Гарриэт не известила никого о точной дате приезда, так как не хотела, чтобы в Милкоте её ждала коляска. Она собиралась пройтись пешком. И, поручив свой багаж услугам возчика из гостиницы «Георг», около шести часов вечера пошла в Торнфилд по старой дороге, которая вилась среди лугов. Запад одевало теплое зарево, не охлаждаемое сырым туманом. Большая часть дороги осталась позади, и девушку неожиданно охватила радость — такая радость, что она даже остановилась на минутку от удивления. Все внутри её шептало: «Поторопись! Поторопись! Он там, ты так скучала!» Впереди еще два луга, а потом, перейдя через новую дорогу, девушка оказалась у ворот. Вот узкий перелаз с каменными ступеньками и… она видит профессора: он сидит там с блокнотом и карандашом в руках и что-то пишет.

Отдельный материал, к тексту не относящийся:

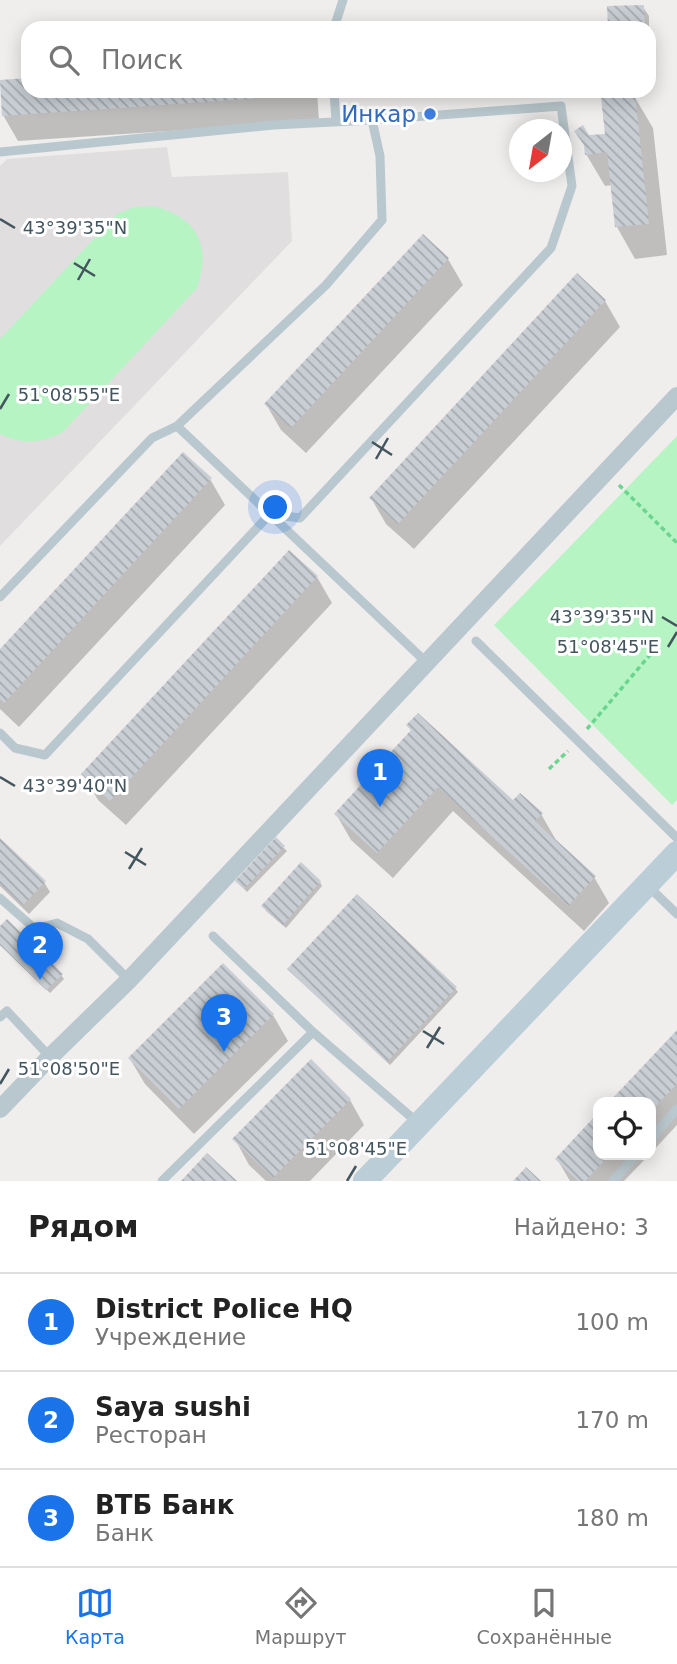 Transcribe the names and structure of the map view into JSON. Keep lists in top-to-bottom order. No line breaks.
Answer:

Гарриэт не предполагала, что только от одного его вида она потеряет власть над собой и вся её сущность затрепещет, и что она лишится голоса и способности двигаться лишь от одного его присутствия. «Надо быстро пойти назад, как только я сумею сделать хоть шаг. Не к чему вести себя как последняя дурочка. Я знаю другую дорогу к дому… Что толку, знай я их хоть двадцать, — он увидел меня!»
— Э-эй! — восклицает он и кладет книгу и карандаш. — Вот и ты! Иди-ка сюда! Конечно, нужно было идти из Милкота пешком? Нельзя, как все нормальные люди послать за экипажем. Где, о Мордред, ты пропадала столько времени вместо того, чтобы вернуться домой побыстрее?
— Я провела его у моей тети, сэр. Она скончалась.
— Покинула меня больше чем на две недели, и совсем забыла? Я снова сэр?
Последние слова Снейпа растрогали Гарриэт. Никого еще в её жизни не волновало, забыла она его или нет. И он назвал Торнфилд её домом!
— Проходи, Гарриэт, — сказал он, вставая и давая ей дорогу. — Иди домой, и дай отдых своим усталым ножкам у теплого очага.
Гарриэт молча перебралась через перелаз, а Снейп снова уселся на него. Девушка неожиданно обернулась и, положив руку на его плечо, сказала:
— Благодарю вас, профессор, за вашу доброту. Я очень рада вернуться к вам, и мой дом — там, где вы. Мой единственный дом.
После чего она на максимальной скорости, которую позволяли её юбки, припустила прочь, оставив слегка растерявшегося от таких слов Снейпа смотреть ей вслед.